Inspiratriz: Raquel Ibáñez Peral, la ciencia como juego

Lilou, Lea y Lee charlan con la científica, docente y emprendedora, CEO de Escuela de Ciencia, y mucho más que una destriparranas, Raquel Ibáñez.

5/5
8 votos
Me gusta

¡Siempre estamos a la caza de nuevas chicas que nos inspiren! Hoy vamos a conocer a Raquel Ibáñez Peral, apasionada de la ciencia, doctora en Biología Molecular y Biotecnología, y CEO de Escuela de Ciencia.

Si todavía no tienes claro por qué la hemos nombrado Inspiratriz, ¡sigue leyendo!

Lilou: ¡Hola, Raquel! Biología molecular, biotecnología… suena muy pro. ¿Nos podrías dar algunos ejemplos de para qué sirven en la vida diaria?

Raquel: Jeje, menuda preguntita, ¡mola!

Lea: ¡Nos gusta hacer las preguntas que nadie se atreve a hacer!

Raquel: La biología molecular y la biotecnología sirven para investigar sobre biocombustible o sobre plásticos biodegradables para que nuestro planeta esté menos contaminado.

Lee: Como el plástico de plátanos que inventó Elif… ¡una experta en biotecnología a los 16 años!

Raquel: También son importantes para desarrollar nuevos medicamentos y antibióticos.

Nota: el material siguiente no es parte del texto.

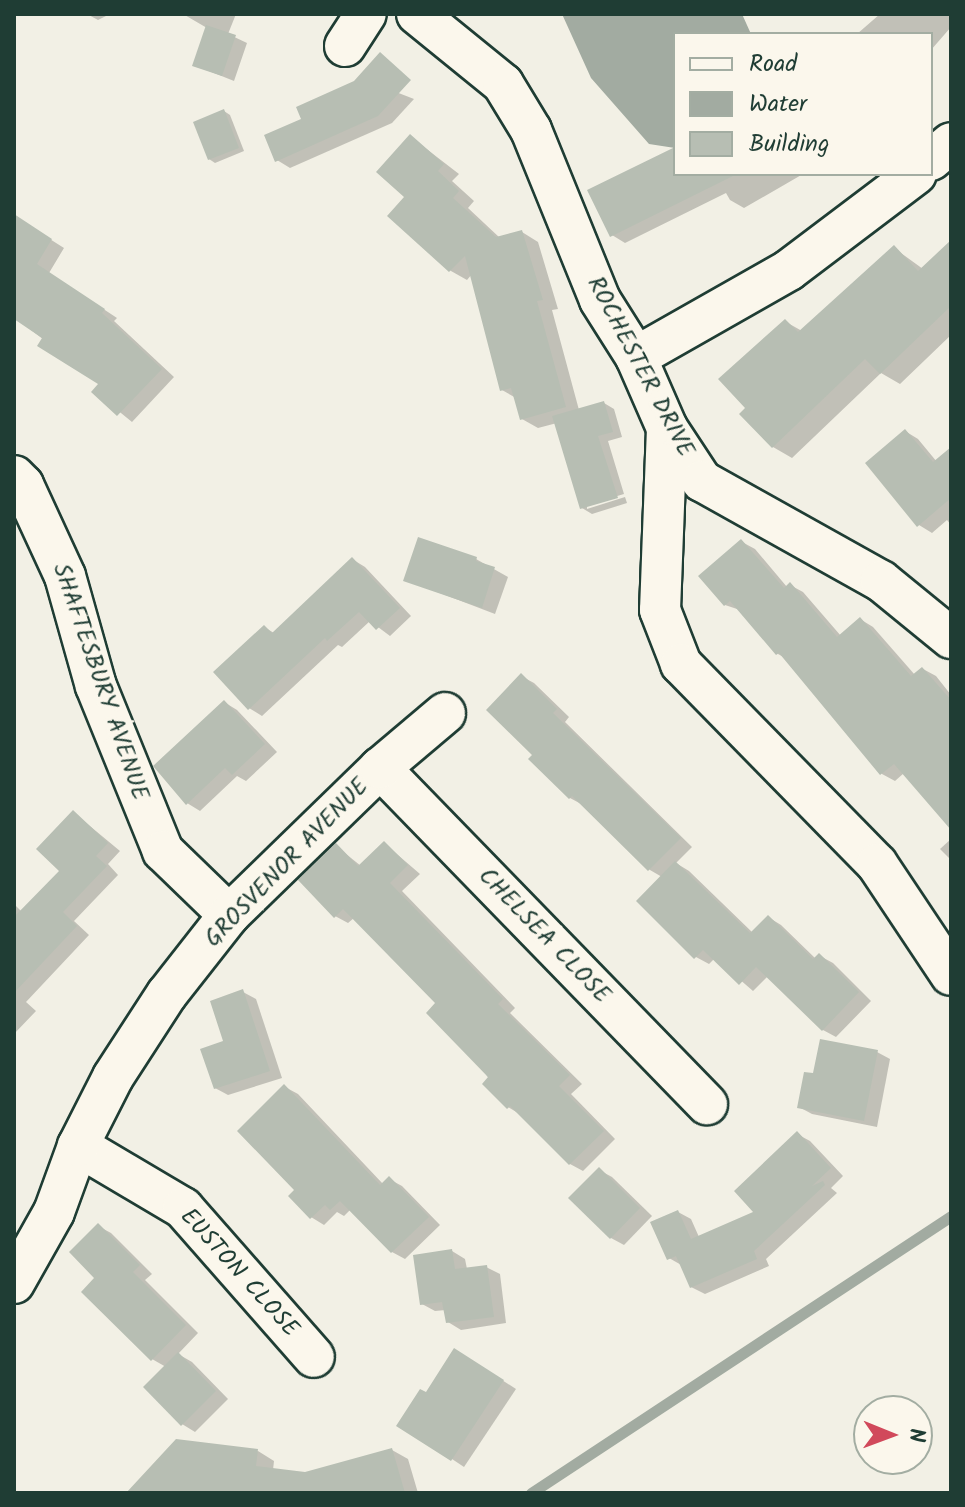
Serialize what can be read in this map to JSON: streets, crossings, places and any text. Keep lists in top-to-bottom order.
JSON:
{
  "streets": {
    "street": [
      "ROCHESTER DRIVE",
      "SHAFTESBURY AVENUE",
      "GROSVENOR AVENUE",
      "CHELSEA CLOSE",
      "EUSTON CLOSE"
    ]
  },
  "crossings": [
    ["SHAFTESBURY AVENUE", "GROSVENOR AVENUE"],
    ["GROSVENOR AVENUE", "CHELSEA CLOSE"],
    ["GROSVENOR AVENUE", "EUSTON CLOSE"]
  ],
  "legend": ["Road", "Water", "Building"],
  "north": "right"
}
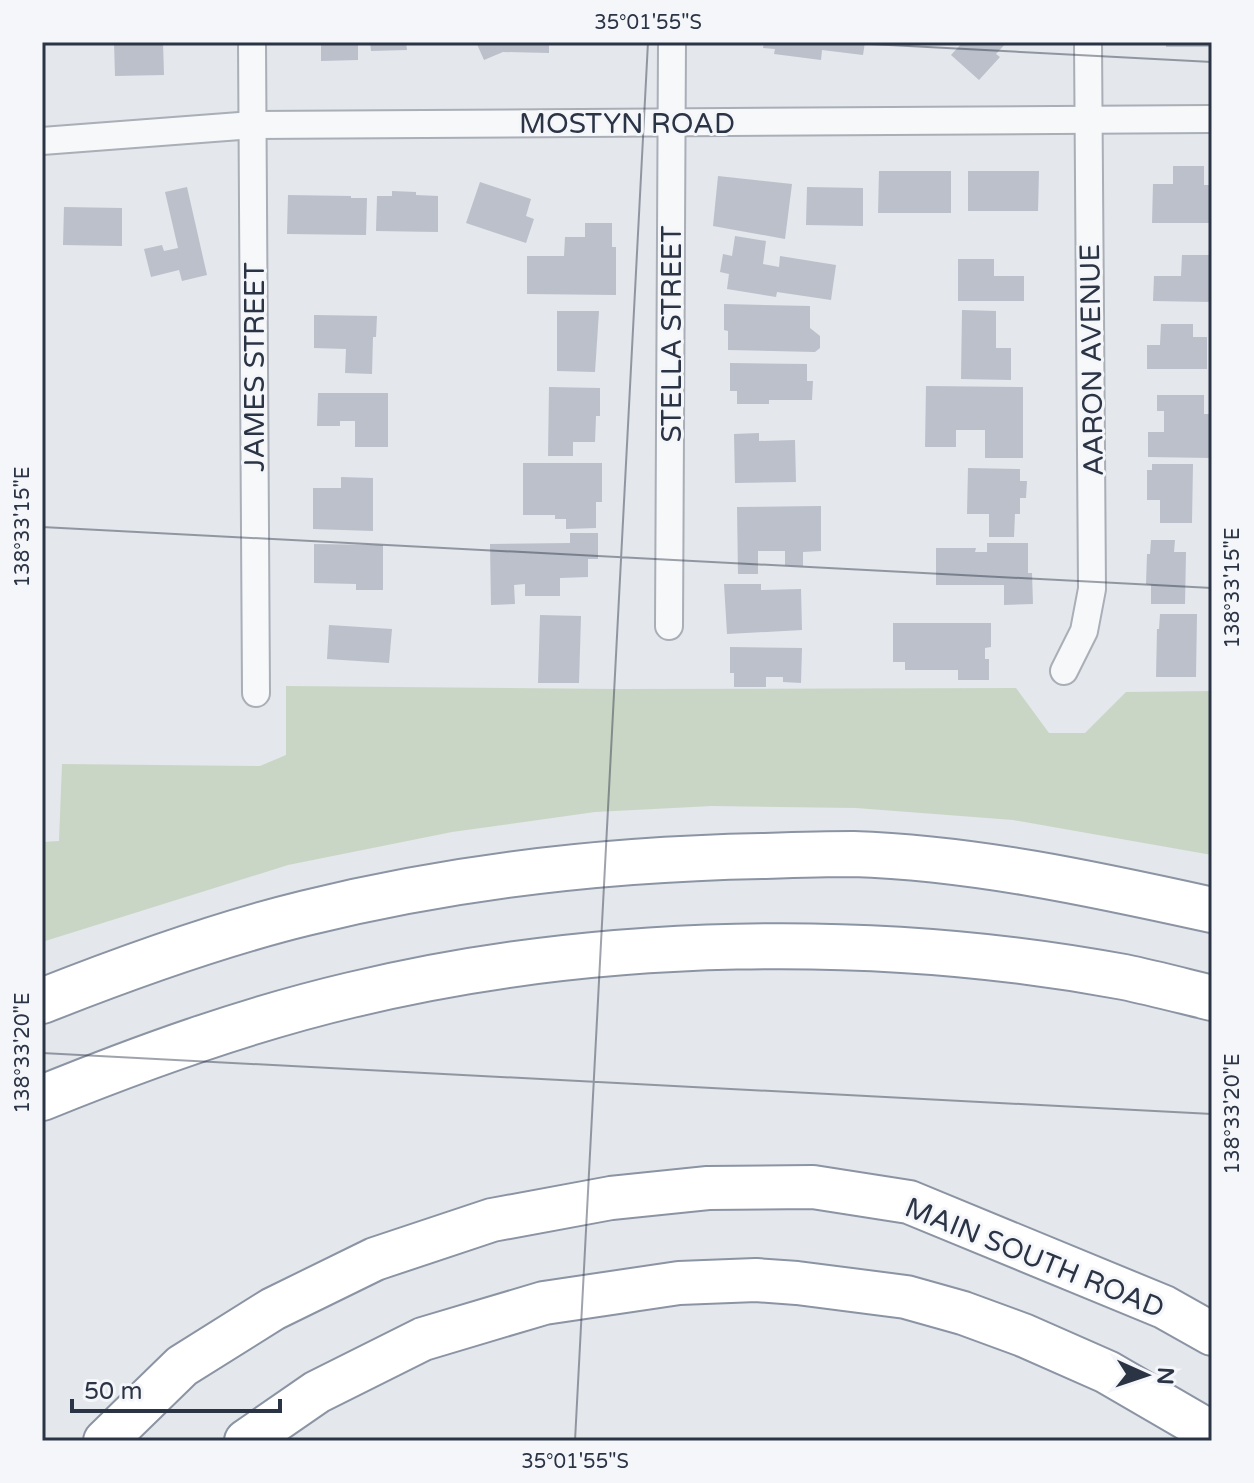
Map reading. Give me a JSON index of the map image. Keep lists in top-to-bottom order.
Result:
{
  "streets": {
    "highway": ["MAIN SOUTH ROAD"],
    "street": [
      "MOSTYN ROAD",
      "STELLA STREET",
      "AARON AVENUE",
      "JAMES STREET"
    ]
  },
  "crossings": [
    ["MOSTYN ROAD", "STELLA STREET"],
    ["MOSTYN ROAD", "AARON AVENUE"],
    ["MOSTYN ROAD", "JAMES STREET"]
  ],
  "scale_bar": "50 m",
  "north": "right",
  "coordinates": ["35°01'55\"S", "138°33'15\"E", "138°33'20\"E"]
}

La biotecnología es importante incluso para la fabricación de queso, vino y otras comidas.

Lilou: ¡ahora sí que tienes toda mi atención!

Raquel: Algunas investigaciones actuales se centran en el desarrollo de nanobots, unos robots microscópicos que viajan por el cuerpo y son capaces de curarte.

Otro ejemplo: Lee, tú quieres combinar la ciencia con el maquillaje... ¡pues la biotecnología es la respuesta!

Lee: ¡Cada vez me alegro más de estar entrevistándote, Raquel!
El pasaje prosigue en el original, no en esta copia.